‘She Explains Things to Me’: A love song with a difference by David Byrne
As I kid, most jokes made me feel like everyone was connected in a way that I wasn’t. Turns out, there’s a word for that, and David Byrne just wrote a song about it.
For context, jokes where a punchline was inferred, rather than outright stated, just confused me. It became a regular occurrence. I’d hear a joke, assume what the punchline was, then be confused and worried that I’d got something wrong, so I’d ask to have it confirmed that I was right. Oftentimes I was, but that didn’t make the joke funny. It just made me feel isolated and somewhat stunted, compared to everyone else.
In retrospect, the reason for this is obvious. However, at the time, autism was a much scarier word than it is now. Any idea that my unusual behaviours were anything other than quirks was quickly swept under the carpet in much the same way it was for many women and girls with the same condition. Only boys with a severe, unavoidable form of the condition were studied. Thus, many people whose lives would have benefited from some assistance with the condition went without until much later in life. Since mine manifested in less disruptive ways, I was one of those people.
The validation I felt when I started having those traits recognised for what they are was beyond what I could put into words. Fortunately, I have an artist like David Byrne to do it for me. The Talking Heads frontman has, on a few occasions, talked about how learning about autism and Asperger’s syndrome later in life explained many feelings he’d had as a younger man. This isn’t even getting into how the detached, studied and purposefully awkward persona Byrne has played in public has always been, shall we say, Asperger’s coded.
While his experiences have always informed his style, these experiences never overtly inspired his music. At the very least, any reference to them was coded enough that anyone who found them sounded a little like Charlie from It’s Always Sunny in Philadelphia doing the Pepe Silvia rant. Then, 2025 came around, the second single from his 11th solo album Who Is the Sky? dropped, and I won’t lie, just reading the lyrics to this song got me more than a little choked up.
Which David Byrne song possibly deals with autism?
‘She Explains Things to Me’ is, at its core, a love song. Byrne has famously struggled with these, saying in his trademark deadpan fashion that the subject is “kinda big”. Instead, he’s always tried to tackle the subject of love from an off-kilter perspective, something that someone hasn’t done before. There’s an argument to be made that ‘She Explains Things to Me’ is the most successful of this vision. In a career that gave the world ‘This Must Be the Place (Navie Melody)‘, that’s saying a lot.

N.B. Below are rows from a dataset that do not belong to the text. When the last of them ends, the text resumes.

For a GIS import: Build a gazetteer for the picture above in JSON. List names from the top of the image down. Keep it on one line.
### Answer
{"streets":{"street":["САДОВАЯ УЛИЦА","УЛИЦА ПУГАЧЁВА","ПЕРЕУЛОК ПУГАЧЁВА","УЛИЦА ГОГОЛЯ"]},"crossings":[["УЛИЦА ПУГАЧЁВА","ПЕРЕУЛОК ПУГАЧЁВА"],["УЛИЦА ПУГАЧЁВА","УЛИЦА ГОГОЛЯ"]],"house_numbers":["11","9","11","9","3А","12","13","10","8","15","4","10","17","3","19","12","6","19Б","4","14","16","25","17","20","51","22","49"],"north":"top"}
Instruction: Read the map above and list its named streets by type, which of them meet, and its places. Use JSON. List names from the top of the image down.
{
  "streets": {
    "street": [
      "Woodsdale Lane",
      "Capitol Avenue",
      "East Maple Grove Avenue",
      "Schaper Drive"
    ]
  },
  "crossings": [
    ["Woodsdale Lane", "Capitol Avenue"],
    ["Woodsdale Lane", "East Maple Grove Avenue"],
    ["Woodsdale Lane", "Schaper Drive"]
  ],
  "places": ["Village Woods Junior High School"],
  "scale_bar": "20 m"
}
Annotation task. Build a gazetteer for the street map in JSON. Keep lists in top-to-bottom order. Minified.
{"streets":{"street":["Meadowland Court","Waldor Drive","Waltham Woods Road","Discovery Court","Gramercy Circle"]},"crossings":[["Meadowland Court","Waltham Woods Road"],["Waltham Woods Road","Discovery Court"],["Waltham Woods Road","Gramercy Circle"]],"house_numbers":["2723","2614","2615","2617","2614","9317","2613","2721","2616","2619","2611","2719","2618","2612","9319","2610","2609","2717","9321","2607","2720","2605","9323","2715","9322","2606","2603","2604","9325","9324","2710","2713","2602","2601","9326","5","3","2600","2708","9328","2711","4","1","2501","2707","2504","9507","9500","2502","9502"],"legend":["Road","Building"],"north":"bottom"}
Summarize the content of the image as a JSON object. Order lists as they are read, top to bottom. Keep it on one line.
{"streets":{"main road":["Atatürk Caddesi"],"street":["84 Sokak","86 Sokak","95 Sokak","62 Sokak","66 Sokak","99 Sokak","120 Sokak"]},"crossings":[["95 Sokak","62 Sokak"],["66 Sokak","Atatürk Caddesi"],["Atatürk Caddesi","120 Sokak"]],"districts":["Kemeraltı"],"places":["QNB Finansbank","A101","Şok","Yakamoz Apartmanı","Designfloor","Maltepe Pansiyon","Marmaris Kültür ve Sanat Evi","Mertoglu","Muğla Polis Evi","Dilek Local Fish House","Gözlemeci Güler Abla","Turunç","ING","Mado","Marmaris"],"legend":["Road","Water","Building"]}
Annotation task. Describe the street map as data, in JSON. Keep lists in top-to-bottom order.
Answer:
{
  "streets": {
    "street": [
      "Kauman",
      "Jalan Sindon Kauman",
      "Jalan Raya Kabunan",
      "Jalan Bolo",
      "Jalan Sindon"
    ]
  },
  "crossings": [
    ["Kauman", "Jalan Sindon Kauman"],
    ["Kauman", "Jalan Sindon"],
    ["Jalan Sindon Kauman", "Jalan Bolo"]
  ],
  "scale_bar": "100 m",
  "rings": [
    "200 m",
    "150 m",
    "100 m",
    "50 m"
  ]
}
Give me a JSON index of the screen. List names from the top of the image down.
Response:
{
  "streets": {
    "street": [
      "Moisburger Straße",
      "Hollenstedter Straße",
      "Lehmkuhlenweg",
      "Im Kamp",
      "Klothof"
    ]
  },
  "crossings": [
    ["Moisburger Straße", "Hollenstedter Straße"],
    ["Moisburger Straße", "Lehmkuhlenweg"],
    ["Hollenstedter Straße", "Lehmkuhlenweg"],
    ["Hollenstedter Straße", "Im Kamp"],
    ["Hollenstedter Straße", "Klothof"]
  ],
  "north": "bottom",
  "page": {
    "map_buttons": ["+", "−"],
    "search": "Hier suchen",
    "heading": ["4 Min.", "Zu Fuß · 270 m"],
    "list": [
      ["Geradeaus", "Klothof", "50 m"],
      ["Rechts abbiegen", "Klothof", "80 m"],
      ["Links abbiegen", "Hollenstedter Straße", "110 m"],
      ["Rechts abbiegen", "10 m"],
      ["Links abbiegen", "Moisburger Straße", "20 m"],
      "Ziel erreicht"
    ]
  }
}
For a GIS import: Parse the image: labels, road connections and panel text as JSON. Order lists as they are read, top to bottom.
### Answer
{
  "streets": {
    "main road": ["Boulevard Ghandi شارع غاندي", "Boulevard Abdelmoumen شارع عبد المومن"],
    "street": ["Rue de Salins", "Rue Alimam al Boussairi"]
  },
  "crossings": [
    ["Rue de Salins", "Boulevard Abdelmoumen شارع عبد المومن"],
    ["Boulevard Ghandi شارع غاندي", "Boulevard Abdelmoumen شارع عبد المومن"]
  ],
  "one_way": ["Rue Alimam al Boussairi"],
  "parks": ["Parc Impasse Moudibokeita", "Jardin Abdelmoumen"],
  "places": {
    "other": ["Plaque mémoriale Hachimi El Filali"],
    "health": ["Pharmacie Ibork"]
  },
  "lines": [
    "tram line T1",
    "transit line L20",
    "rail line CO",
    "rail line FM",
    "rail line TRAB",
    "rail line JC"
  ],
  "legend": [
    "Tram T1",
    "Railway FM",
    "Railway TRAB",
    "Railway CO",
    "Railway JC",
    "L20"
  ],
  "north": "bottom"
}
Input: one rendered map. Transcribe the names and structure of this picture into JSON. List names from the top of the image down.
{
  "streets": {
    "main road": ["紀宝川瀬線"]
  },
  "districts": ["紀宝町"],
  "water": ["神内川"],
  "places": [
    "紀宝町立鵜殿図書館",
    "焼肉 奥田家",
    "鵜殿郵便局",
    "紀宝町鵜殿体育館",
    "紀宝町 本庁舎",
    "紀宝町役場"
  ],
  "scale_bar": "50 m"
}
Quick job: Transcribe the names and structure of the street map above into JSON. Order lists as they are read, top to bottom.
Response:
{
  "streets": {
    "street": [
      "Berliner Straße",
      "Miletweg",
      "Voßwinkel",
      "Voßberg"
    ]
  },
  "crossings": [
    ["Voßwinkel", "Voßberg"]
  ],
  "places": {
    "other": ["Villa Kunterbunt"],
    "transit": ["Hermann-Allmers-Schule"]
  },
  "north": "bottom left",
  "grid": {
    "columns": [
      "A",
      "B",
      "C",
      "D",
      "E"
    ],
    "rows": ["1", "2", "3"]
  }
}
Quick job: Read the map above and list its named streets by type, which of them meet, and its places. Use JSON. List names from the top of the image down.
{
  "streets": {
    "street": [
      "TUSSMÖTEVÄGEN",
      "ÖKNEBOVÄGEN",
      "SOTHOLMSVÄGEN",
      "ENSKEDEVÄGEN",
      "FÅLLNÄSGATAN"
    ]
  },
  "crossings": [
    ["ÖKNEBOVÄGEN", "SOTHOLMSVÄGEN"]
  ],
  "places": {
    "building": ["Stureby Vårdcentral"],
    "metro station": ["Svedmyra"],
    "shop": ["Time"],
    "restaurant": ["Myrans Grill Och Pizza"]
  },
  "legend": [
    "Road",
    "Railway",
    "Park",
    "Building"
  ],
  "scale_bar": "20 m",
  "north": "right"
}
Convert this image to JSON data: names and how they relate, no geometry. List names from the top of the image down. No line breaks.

The song, in essence, finds Byrne in the place I was in during the opening paragraph. Confused about what the world is telling me and unsettled by the fact that everyone seems in on something I’m not. With lines like “How does she know that? How did she see? / Why is that funny? Can you explain it to me?” Byrne puts words to feelings I’ve had more or less my entire life, and finds solace in what each of us needs in such times: a trusted partner to help guide us through a world that isn’t equipped to accommodate us.
“She explains the things that we’re supposed to infer / Well, how come it’s all so obvious to her?” He sings, before going on to say “She tells me that folks don’t always mean what they say / You can tell what they’re thinking by the look on their face”.
These are the kind of questions that I’ve wanted to ask my entire life, and to see a figure like David Byrne ask them in a way that I couldn’t for years moves me deeply. One hopes that it can be received as well by an audience that doesn’t relate to it quite as directly.